Shipwreck artefacts can also be found on land. Taken ashore by survivors or as part of salvage attempts, these terrestrial contexts may also change the meaning of objects as archaeologists record how they were used in their new environment.

Diver on the Batavia wreck site holding a westerwald jug and a beardman jug.

Credit: WA Museum, BTA_0252

Westerwald jug, commonly used as a personal drinking jug, recovered from Batavia.

Credit: WA Museum, BAT2303

‘The Merry Drinker’, holding a westerwald jug, by J. Leyster, 1629.

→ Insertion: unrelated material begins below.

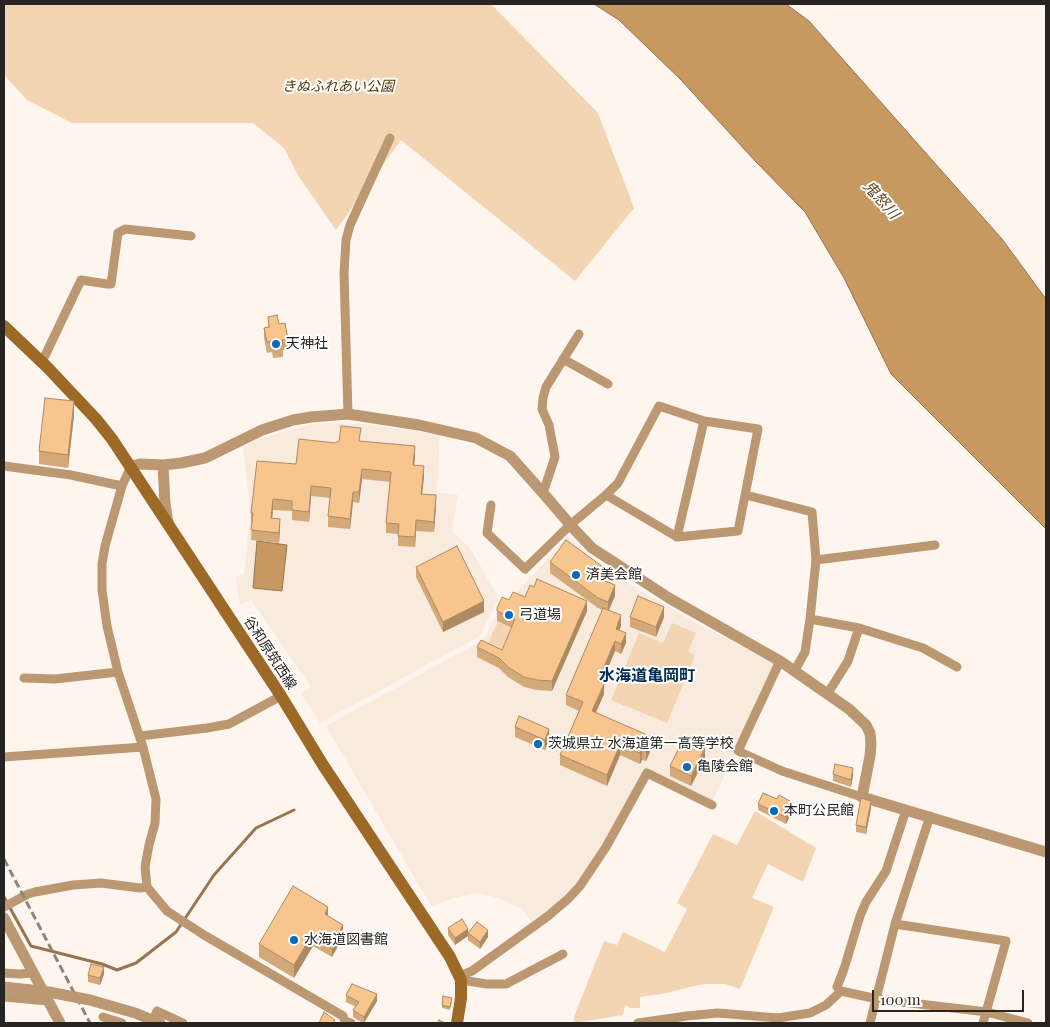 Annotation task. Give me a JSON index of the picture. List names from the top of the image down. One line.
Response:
{"streets":{"main road":["谷和原筑西線"]},"districts":["水海道亀岡町"],"water":["鬼怒川"],"parks":["きぬふれあい公園"],"places":["天神社","済美会館","弓道場","茨城県立 水海道第一高等学校","亀陵会館","本町公民館","水海道図書館"],"scale_bar":"100 m"}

Credit: Rijksmuseum, Amsterdam

Searching the archives

In 1628, the VOC was only just beginning to standardise its inventory documents, and there is less archival information than is available in the Company’s later years. Before VOC ships departed for the East Indies, a complete inventory (equipage list) was made of the material on board. Equipage lists were itemised accounts of everything required by the different groups of people working on the ship. The steersman would be supplied with charts and navigation equipment, the cook would be allotted cooking utensils and equipment to cater for the passengers and crew, and the constable would be responsible for the arms and ammunition necessary for the ship’s defence. Provisions for the duration of the voyage were also itemised separate to the ship’s cargo. These were supplies for the Company at the Cape of Good Hope and in the East Indies, and secondly, the goods to be traded by the Company. On the ship’s return to the Netherlands, the VOC would undertake a reconciliation of the inventory to account for every item put on board prior to departure.

The discovery of other archival records, such as Eijsch [requisition lists] sent from the Indies by the Governor General and the Council at Batavia back to Company headquarters in the Netherlands, outlining their requirements for the following year are also invaluable to archaeologists as they work through the wreck and artefacts remaining on a site.

Left: Majolica jars from the onboard apothecary of Batavia.

Credit: WA Museum

Above: Astrolabe from Batavia, used by the ship’s skipper.